Warner joined many of his esteemed colleagues in Congress who have completely accepted the allegations that Russia meddled in the election in spite of the failure of the Obama Administration to provide any indisputable evidence to that effect. Senator Ben Cardin of Maryland has called Moscow’s claimed interference an “attack” and labeled it a “political Pearl Harbor.” A number of other congressmen, to include Bonnie Watson Coleman of New Jersey and Eric Swalwell of California have called it an act of war. And then there are echo chambers Senators John McCain and Mark Rubio on the Republican side of the aisle while former Vice President Dick Cheney was speaking at a business conference in New Delhi saying the same thing. Yes, that Dick Cheney. Why anyone in India would pay to hear him speak on any subject escapes me.
Democrat Adam Schiff of California is leading the charge for his party as he is the ranking Democrat on the House Intelligence Committee. He outlined his case against Russia two weeks ago, providing a heap of minimally factual “information”, relying heavily instead on supposition and featuring mostly innuendo. And again, it was largely evidence-free. One assertion is almost comical: “In July 2016, Carter Page, one of Trump’s former national security advisers, traveled to Moscow after being approved to do so by the Trump campaign. While there, Page gave a speech in which he was critical of the U.S. and its efforts to fight corruption and promote democracy.”
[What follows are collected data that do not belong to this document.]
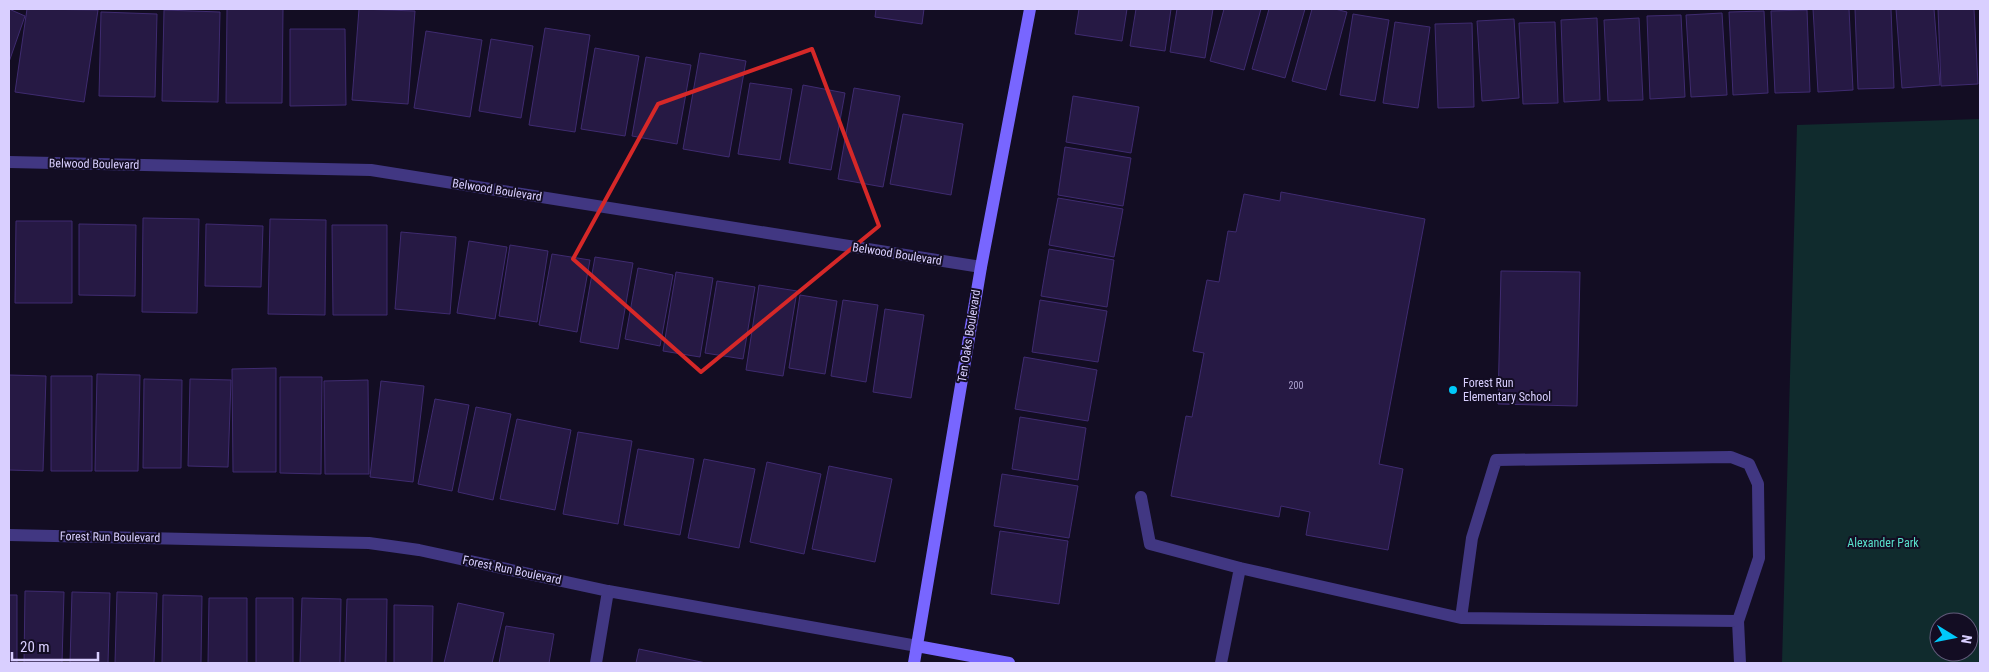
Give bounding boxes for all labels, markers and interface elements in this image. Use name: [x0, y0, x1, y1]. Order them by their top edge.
street label: Belwood Boulevard: [49, 156, 139, 172]
street label: Belwood Boulevard: [451, 176, 543, 204]
street label: Belwood Boulevard: [851, 240, 943, 268]
street label: Ten Oaks Boulevard: [955, 289, 983, 383]
place label: Forest Run Elementary School: [1463, 376, 1551, 404]
house number: 200: [1289, 380, 1303, 391]
marker: Forest Run Elementary School: [1447, 384, 1459, 396]
street label: Forest Run Boulevard: [60, 529, 160, 545]
park label: Alexander Park: [1847, 536, 1919, 550]
street label: Forest Run Boulevard: [461, 553, 563, 587]
north arrow: [1929, 612, 1979, 662]
scale bar: [12, 630, 99, 662]
text: N: [1958, 634, 1975, 645]
text: 20 m: [20, 638, 50, 656]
Almost everyone I know who follows such matters is also critical of U.S. (hypocritical) efforts to promote democracy, a formulation wildly popular among Hillary Clinton style Democrats to enable attacking Muslim countries that have somehow offended either Israel or the Washington Establishment. But what is particularly disturbing about the constant denigration of Russia and Vladimir Putin in the media and among the political class is the regular invocation of war doctrine, that hacking a server by a foreign power, if it took place, is in the same category as the attack on Pearl Harbor. That World War 3 would be a nuclear holocaust does not seem to have occurred to politicians seeking a punchy line so they can get cited in The Washington Post. It leads one to the inevitable conclusion that war is far too serious a business to be left to politicians.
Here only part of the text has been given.